* **MATERIAL PROVIDED**
Start of Block
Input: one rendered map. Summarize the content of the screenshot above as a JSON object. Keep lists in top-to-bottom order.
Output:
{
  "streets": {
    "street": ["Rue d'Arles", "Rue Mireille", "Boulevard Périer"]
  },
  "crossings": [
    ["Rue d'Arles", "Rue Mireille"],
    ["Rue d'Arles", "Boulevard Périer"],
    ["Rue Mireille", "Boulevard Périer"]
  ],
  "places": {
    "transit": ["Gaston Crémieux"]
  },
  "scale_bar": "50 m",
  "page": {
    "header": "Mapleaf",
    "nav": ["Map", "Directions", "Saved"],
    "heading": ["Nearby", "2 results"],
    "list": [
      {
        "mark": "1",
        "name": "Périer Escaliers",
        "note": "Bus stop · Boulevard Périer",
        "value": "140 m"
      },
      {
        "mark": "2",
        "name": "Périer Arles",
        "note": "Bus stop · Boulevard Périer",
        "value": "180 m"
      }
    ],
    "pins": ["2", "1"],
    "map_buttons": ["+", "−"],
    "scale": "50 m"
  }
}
End of Block
Start of Block
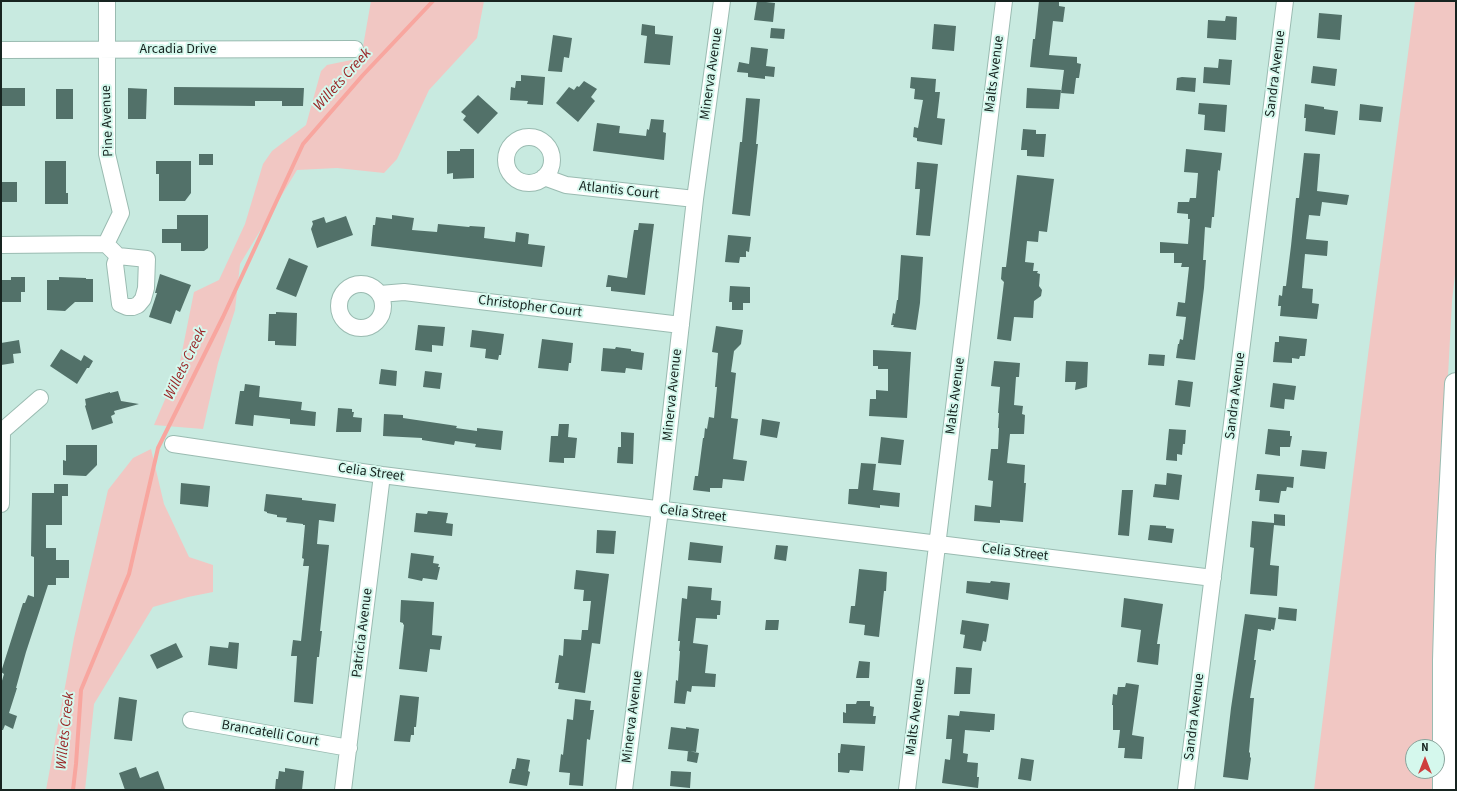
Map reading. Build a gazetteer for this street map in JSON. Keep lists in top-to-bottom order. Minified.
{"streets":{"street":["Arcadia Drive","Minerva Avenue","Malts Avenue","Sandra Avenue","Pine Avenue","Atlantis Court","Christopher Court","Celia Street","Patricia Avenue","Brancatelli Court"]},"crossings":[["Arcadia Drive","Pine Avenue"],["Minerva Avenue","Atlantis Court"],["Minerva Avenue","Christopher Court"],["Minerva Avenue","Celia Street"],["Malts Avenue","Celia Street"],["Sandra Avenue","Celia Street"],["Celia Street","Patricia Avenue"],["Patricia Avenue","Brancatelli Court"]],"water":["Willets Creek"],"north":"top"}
End of Block
Start of Block
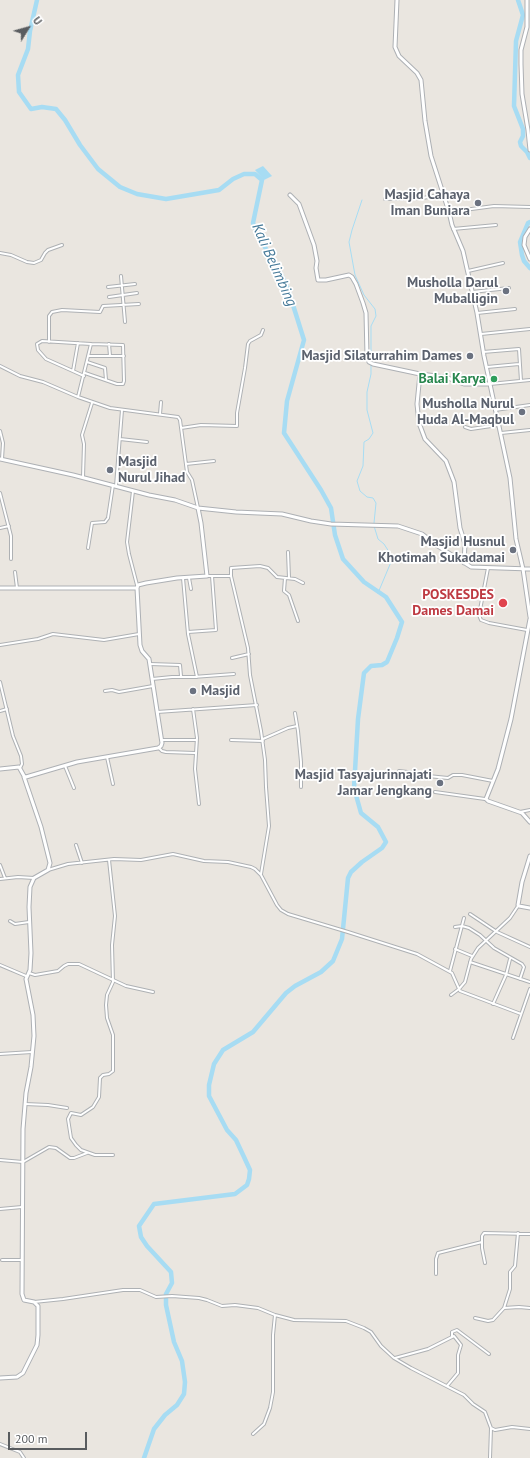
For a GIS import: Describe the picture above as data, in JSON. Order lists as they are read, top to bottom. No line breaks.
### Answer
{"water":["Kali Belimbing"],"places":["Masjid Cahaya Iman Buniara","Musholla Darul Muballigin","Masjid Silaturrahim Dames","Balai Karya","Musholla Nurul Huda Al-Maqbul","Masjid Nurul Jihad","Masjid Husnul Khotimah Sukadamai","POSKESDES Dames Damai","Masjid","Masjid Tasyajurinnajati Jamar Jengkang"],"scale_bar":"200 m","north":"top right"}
End of Block
* **PROBLEM REQUIREMENTS**
Find the lines in the records that contain the word "above", then copy every one of them.

* **ANSWER TO THE EXERCISE**
Input: one rendered map. Summarize the content of the screenshot above as a JSON object. Keep lists in top-to-bottom order.
For a GIS import: Describe the picture above as data, in JSON. Order lists as they are read, top to bottom. No line breaks.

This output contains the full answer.